The effects of chemokine neutralization were investigated using in vitro myotube cultures and in vivo mouse models. The mechanism of action was characterized by in vivo RNA Seq and validated in human muscle cells.

Immunostaining delineated the chemokine expression pattern in a patient tumor type highly associated with cachexia.

RESULTS

Cancer-activated CAF induced myotube atrophy. CXCL5 was as the major chemokine highly upregulated in the cancer-activated CAF.

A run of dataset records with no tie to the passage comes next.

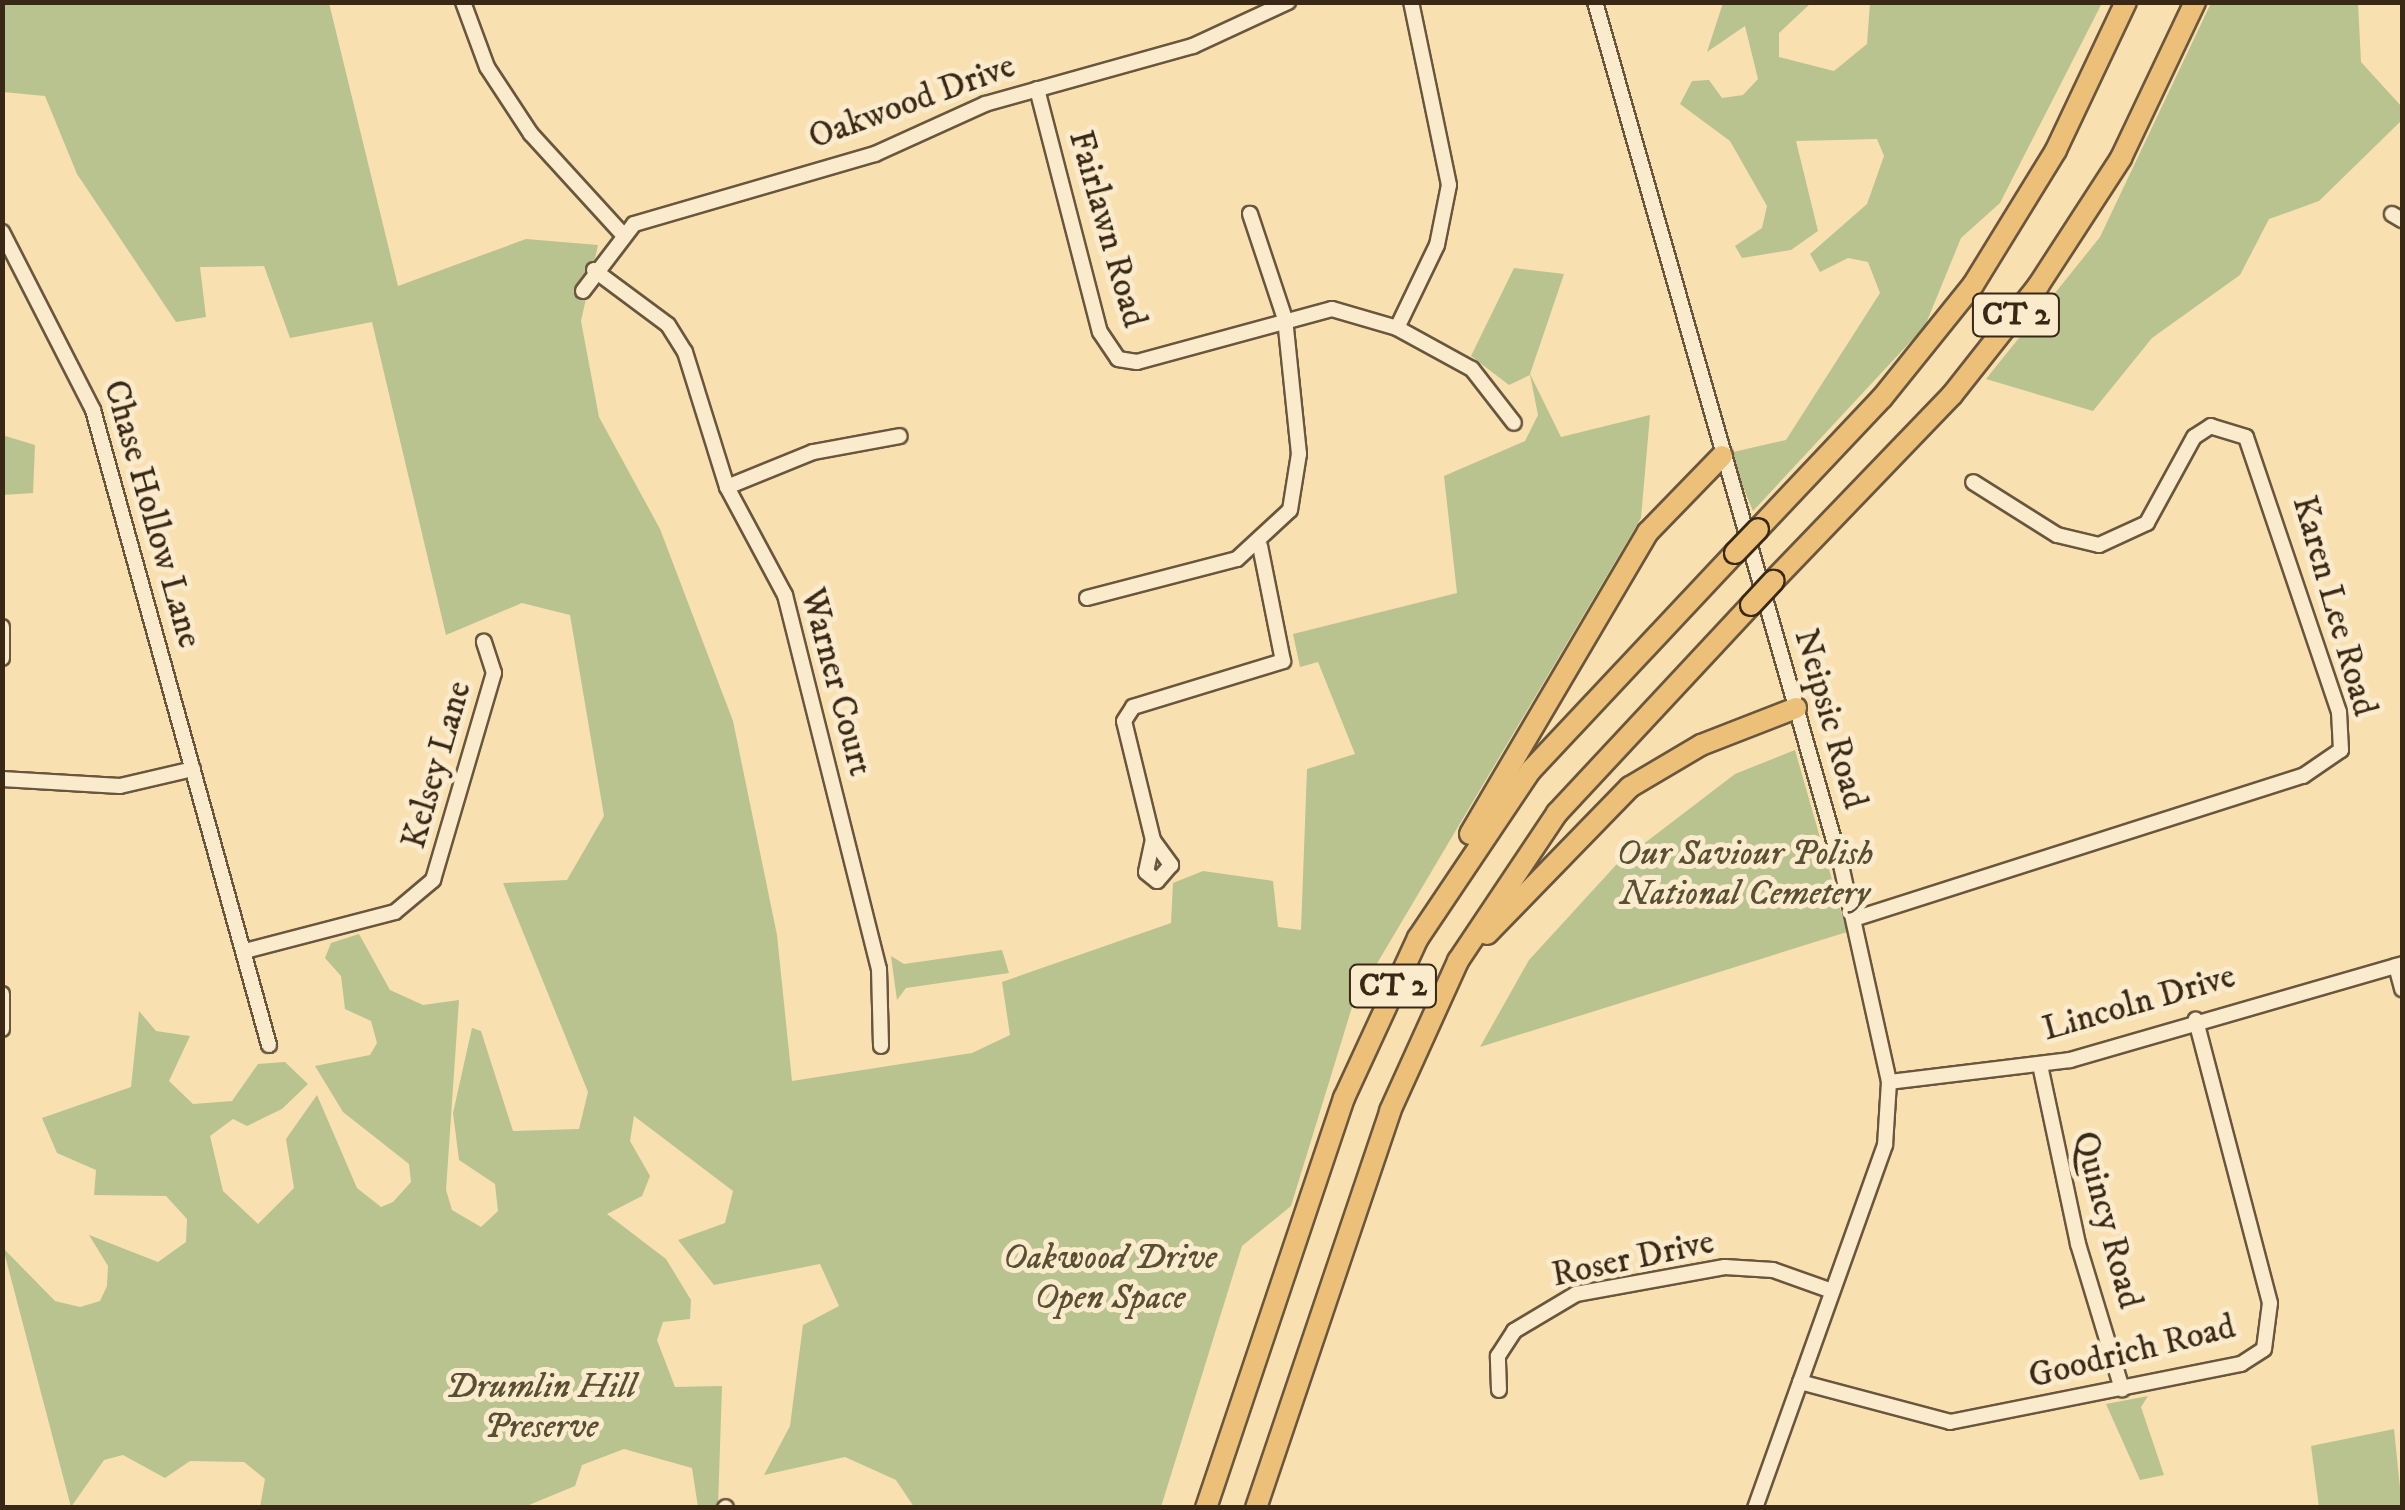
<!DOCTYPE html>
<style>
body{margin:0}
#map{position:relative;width:2405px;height:1510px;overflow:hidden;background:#f8e0b1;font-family:"IM FELL DW Pica",serif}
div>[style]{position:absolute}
.green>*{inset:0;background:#b9c38f}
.roads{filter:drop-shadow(2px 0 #69563d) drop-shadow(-2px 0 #69563d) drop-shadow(0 2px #69563d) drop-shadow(0 -2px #69563d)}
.minor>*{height:14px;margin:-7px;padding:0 7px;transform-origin:7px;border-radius:7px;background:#faebcc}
.highway>*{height:20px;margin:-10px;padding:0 10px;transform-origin:10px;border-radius:10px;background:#ecc078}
.bridges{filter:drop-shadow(2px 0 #392816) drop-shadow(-2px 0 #392816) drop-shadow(0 2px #392816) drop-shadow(0 -2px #392816)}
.highway-bridge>*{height:20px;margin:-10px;padding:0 10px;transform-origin:10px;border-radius:10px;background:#ecc078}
span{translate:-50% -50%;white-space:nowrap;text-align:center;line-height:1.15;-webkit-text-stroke:10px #faebcc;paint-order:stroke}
.shield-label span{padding:2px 8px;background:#faebcc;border:2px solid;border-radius:8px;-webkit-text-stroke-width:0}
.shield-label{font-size:32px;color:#392816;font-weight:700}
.street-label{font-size:35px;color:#392816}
.park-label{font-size:35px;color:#594f34;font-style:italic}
.frame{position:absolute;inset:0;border:5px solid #392816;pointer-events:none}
</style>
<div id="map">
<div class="green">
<i style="clip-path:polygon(2px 3px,329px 3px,398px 286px,526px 239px,598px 245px,581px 321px,599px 417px,660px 529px,733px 721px,777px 935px,792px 1081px,972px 1053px,1010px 1035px,1002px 982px,1171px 923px,1173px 883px,1203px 871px,1273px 881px,1278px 927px,1301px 930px,1307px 769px,1355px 754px,1318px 662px,1300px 667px,1293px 634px,1457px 593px,1444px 476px,1525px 441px,1538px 415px,1530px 375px,1509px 385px,1471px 356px,1514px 268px,1564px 274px,1530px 374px,1561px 437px,1650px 415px,1641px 518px,1353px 1004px,1291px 1206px,1242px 1246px,1161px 1507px,914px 1507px,896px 1480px,845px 1457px,764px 1475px,790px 1426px,803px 1325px,839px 1306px,820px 1264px,714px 1285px,678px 1240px,725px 1223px,733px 1191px,634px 1116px,630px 1141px,650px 1176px,642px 1196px,607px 1214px,666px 1259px,691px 1300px,690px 1319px,663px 1322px,657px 1340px,675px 1387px,722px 1386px,718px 1507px,698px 1507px,692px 1468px,624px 1449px,582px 1465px,575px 1486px,524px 1507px,260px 1507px,265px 1479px,244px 1462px,190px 1461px,165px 1478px,123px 1455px,104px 1460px,71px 1507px,3px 1248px,55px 1301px,80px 1307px,100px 1301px,107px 1286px,108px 1266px,89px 1235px,158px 1262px,186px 1242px,187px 1219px,166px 1196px,94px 1195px,96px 1170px,57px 1153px,42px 1118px,131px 1087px,139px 1011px,156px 1031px,190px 1036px,169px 1081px,193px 1104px,232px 1101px,258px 1064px,285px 1062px,308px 1084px,282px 1109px,247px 1126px,233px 1119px,210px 1136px,223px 1191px,258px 1224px,294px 1188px,286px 1139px,317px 1095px,357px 1188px,381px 1207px,393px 1202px,411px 1182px,409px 1164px,343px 1112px,315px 1066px,370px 1055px,377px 1043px,371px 1021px,345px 1009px,341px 976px,325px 958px,331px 943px,359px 934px,390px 990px,423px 1005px,459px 1000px,446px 1190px,452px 1210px,481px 1227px,498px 1211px,495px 1184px,459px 1160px,453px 1113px,472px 1028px,481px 1031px,513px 1131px,579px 1129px,588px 1092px,503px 883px,567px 880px,604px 816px,570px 615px,522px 603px,446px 635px,372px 322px,290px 338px,264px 266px,200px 267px,206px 317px,176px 322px,77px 174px,45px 96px,3px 92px)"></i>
<i style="clip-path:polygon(1723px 3px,1811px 3px,1779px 33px,1779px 57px,1834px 71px,1867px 44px,1870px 3px,2102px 3px,2000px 203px,1961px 238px,1925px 326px,1753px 511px,1729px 453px,1786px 440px,1880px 293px,1868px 262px,1848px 258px,1820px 272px,1810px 254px,1867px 204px,1884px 156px,1877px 139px,1796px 141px,1818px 231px,1791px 250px,1742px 258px,1735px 246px,1762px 228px,1767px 206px,1730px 141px,1680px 104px,1692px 81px,1709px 80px,1722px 98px,1743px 95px,1758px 79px,1745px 26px,1707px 52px)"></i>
<i style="clip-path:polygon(2211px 3px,2358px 3px,2361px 62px,2402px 107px,2402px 120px,2319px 201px,2269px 219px,2240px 275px,2152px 338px,2093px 411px,1986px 379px,2100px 237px)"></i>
<i style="clip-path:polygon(2px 435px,35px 445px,33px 493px,3px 495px)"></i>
<i style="clip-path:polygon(1795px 750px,1847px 932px,1480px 1047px,1529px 960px,1616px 865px,1735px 774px)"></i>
<i style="clip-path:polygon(1002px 950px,1009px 973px,906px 988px,897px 1000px,891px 956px,904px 964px)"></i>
<i style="clip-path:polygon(2148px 1396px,2141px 1407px,2164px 1475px,2140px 1480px,2106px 1404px)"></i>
<i style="clip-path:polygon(2394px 1429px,2402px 1507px,2319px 1507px,2311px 1446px)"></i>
</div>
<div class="roads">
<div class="minor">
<i style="left:463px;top:2px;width:69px;rotate:69.7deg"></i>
<i style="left:487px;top:67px;width:80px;rotate:56.7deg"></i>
<i style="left:531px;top:134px;width:138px;rotate:47.6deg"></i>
<i style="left:1595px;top:2px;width:897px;rotate:74.09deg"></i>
<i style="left:1841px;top:865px;width:222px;rotate:77.5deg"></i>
<i style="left:1889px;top:1082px;width:63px;rotate:93.6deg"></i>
<i style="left:1885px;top:1145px;width:386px;rotate:109.7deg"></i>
<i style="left:1037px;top:89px;width:251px;rotate:75.5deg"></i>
<i style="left:1100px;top:332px;width:32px;rotate:56deg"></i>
<i style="left:1118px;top:359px;width:19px;rotate:9deg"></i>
<i style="left:1137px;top:362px;width:202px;rotate:-15.2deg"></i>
<i style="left:1332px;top:309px;width:68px;rotate:16.3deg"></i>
<i style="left:1397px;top:328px;width:85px;rotate:28.7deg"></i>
<i style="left:1472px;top:369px;width:68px;rotate:52.1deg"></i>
<i style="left:2392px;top:214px;width:12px;rotate:31deg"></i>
<i style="left:2px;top:232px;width:200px;rotate:62.9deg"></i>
<i style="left:93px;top:410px;width:659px;rotate:74.51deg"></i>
<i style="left:594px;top:270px;width:92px;rotate:36.6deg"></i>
<i style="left:668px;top:325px;width:32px;rotate:58deg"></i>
<i style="left:685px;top:352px;width:141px;rotate:72.7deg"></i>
<i style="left:727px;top:487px;width:123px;rotate:61.8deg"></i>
<i style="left:785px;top:595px;width:386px;rotate:75.9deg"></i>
<i style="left:879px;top:969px;width:77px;rotate:88.5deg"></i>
<i style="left:583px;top:291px;width:84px;rotate:-52.7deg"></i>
<i style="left:634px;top:224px;width:251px;rotate:-16.2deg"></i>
<i style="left:875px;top:154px;width:121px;rotate:-24.4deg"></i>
<i style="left:985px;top:104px;width:216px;rotate:-15.6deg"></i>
<i style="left:1193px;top:46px;width:105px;rotate:-24.9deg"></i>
<i style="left:1397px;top:328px;width:92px;rotate:-64.3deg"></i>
<i style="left:1437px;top:245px;width:61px;rotate:-78.7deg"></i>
<i style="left:1449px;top:185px;width:187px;rotate:-101.7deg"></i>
<i style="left:727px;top:487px;width:93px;rotate:-22.1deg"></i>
<i style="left:813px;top:452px;width:88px;rotate:-10.4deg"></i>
<i style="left:1087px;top:598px;width:155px;rotate:-14.6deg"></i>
<i style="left:1237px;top:559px;width:72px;rotate:-42.8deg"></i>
<i style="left:1290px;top:510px;width:57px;rotate:-80.9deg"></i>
<i style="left:1299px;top:454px;width:136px;rotate:-95.9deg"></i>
<i style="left:1285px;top:319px;width:111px;rotate:-108.4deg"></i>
<i style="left:2px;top:627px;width:31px;rotate:90deg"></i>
<i style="left:2px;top:779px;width:118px;rotate:3.4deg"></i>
<i style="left:120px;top:786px;width:75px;rotate:-13.1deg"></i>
<i style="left:1153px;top:840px;width:31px;rotate:54deg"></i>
<i style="left:1171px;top:865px;width:21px;rotate:131deg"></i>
<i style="left:1157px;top:881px;width:14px;rotate:-141deg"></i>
<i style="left:1146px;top:872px;width:33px;rotate:-78deg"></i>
<i style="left:1153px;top:840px;width:122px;rotate:-103.7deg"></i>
<i style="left:1124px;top:721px;width:17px;rotate:-57deg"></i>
<i style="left:1133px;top:707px;width:157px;rotate:-17deg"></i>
<i style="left:1283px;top:661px;width:117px;rotate:-101.3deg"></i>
<i style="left:1854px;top:919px;width:471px;rotate:-17.7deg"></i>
<i style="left:2303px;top:776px;width:46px;rotate:-34.4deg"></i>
<i style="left:2341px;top:750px;width:38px;rotate:-93deg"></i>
<i style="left:2339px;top:712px;width:290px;rotate:-108.7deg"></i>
<i style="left:2246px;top:437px;width:37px;rotate:-163deg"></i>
<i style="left:2211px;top:426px;width:20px;rotate:147deg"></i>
<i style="left:2194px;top:437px;width:98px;rotate:118.7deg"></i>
<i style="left:2147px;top:523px;width:53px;rotate:155.4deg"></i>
<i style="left:2099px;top:545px;width:43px;rotate:-166.6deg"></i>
<i style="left:2057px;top:535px;width:99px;rotate:-147.8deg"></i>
<i style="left:245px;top:951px;width:155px;rotate:-14.6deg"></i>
<i style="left:395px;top:912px;width:50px;rotate:-40.1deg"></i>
<i style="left:433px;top:880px;width:216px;rotate:-73.6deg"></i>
<i style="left:494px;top:673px;width:33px;rotate:-108deg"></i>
<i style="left:2396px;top:966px;width:24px;rotate:75deg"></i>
<i style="left:2px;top:994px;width:35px;rotate:90deg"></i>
<i style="left:2040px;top:1065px;width:183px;rotate:78deg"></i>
<i style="left:2078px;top:1244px;width:152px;rotate:73.1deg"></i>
<i style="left:1889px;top:1082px;width:182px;rotate:-6.9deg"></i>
<i style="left:2070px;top:1060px;width:346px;rotate:-16.1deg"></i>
<i style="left:1800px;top:1382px;width:155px;rotate:14.9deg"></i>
<i style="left:1950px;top:1422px;width:297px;rotate:-11.3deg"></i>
<i style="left:2241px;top:1364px;width:27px;rotate:-33deg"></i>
<i style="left:2264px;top:1349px;width:46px;rotate:-82.6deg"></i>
<i style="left:2270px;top:1303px;width:293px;rotate:-104.7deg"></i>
<i style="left:1499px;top:1390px;width:34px;rotate:-92deg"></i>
<i style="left:1498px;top:1356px;width:30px;rotate:-57deg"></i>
<i style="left:1514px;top:1331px;width:72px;rotate:-30.8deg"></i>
<i style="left:1576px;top:1294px;width:151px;rotate:-10.3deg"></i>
<i style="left:1725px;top:1267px;width:48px;rotate:3.6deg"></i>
<i style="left:1773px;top:1270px;width:63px;rotate:19.6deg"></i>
<i style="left:725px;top:1508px;width:1px;rotate:-45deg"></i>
</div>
<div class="highway">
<i style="left:1758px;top:529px;width:180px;rotate:-46.6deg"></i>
<i style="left:1882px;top:398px;width:145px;rotate:-51.2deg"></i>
<i style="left:1973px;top:285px;width:158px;rotate:-58.4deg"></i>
<i style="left:2056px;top:150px;width:164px;rotate:-64.7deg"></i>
<i style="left:1773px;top:581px;width:258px;rotate:-46.1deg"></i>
<i style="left:1952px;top:395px;width:139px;rotate:-51.7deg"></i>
<i style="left:2038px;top:286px;width:153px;rotate:-57deg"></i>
<i style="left:2121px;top:158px;width:173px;rotate:-64.6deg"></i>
<i style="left:1470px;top:834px;width:351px;rotate:-59.5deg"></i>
<i style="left:1648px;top:532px;width:106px;rotate:-45.8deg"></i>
<i style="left:1487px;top:934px;width:205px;rotate:-45.8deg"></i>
<i style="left:1630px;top:787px;width:82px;rotate:-30.6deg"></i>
<i style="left:1701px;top:745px;width:102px;rotate:-21.3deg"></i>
<i style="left:1206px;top:1508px;width:433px;rotate:-71.4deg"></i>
<i style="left:1344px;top:1098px;width:176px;rotate:-65.2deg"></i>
<i style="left:1418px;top:938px;width:202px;rotate:-56.1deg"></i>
<i style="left:1531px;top:770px;width:298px;rotate:-46.8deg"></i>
<i style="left:1256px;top:1508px;width:419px;rotate:-71.3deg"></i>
<i style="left:1390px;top:1111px;width:165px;rotate:-65.6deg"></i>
<i style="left:1458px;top:961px;width:178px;rotate:-56.2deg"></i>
<i style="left:1557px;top:813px;width:284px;rotate:-47deg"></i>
</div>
</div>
<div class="bridges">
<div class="highway-bridge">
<i style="left:1735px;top:553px;width:33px;rotate:-46deg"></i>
<i style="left:1751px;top:605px;width:33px;rotate:-47deg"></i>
</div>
</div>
<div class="shield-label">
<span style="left:2016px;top:315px">CT 2</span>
<span style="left:1393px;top:986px">CT 2</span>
</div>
<div class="street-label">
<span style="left:912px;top:102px;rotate:-20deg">Oakwood Drive</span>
<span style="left:1107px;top:229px;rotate:74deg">Fairlawn Road</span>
<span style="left:152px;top:514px;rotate:74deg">Chase Hollow Lane</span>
<span style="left:2334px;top:606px;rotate:74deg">Karen Lee Road</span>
<span style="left:836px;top:682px;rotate:75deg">Warner Court</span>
<span style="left:1830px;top:719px;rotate:74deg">Neipsic Road</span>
<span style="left:437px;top:765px;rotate:-74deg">Kelsey Lane</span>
<span style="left:2139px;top:1003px;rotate:-16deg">Lincoln Drive</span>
<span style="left:2107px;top:1220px;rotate:75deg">Quincy Road</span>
<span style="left:1633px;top:1259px;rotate:-12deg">Roser Drive</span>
<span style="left:2132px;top:1352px;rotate:-14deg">Goodrich Road</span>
</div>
<div class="park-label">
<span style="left:1745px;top:874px">Our Saviour Polish<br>National Cemetery</span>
<span style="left:1110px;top:1278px">Oakwood Drive<br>Open Space</span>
<span style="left:541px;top:1407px">Drumlin Hill<br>Preserve</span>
</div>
<div class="frame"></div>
</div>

CXCL5 treatment alone induced myotube atrophy and inhibited myogenic ERK1/2 signaling, similar to cancer-activated CAF treatment. CXCL5 neutralization inhibited cachexia in mice co-injected with HCT 116 colon cancer cells and CAF.

RNA Seq showed that CXCL5 neutralization upregulated hypertrophy-related PI3K-AKT-MyoG signaling and remodeled the muscle ECM. CXCL5 neutralization ameliorated muscle wasting induced by CXCL5 and IL-6 co-treatment, and also prevented atrophy in cancer-activated CAF CM-treated human myotubes.

CAF were the major detectable source of CXCL5 in a patient tumor highly associated with cachexia.

CONCLUSION

CAF contribute to cachexia via cancer cell crosstalk that upregulates CXCL5 secretion. CXCL5 neutralization offers a novel therapeutic approach to maintain muscle mass in cancer patients.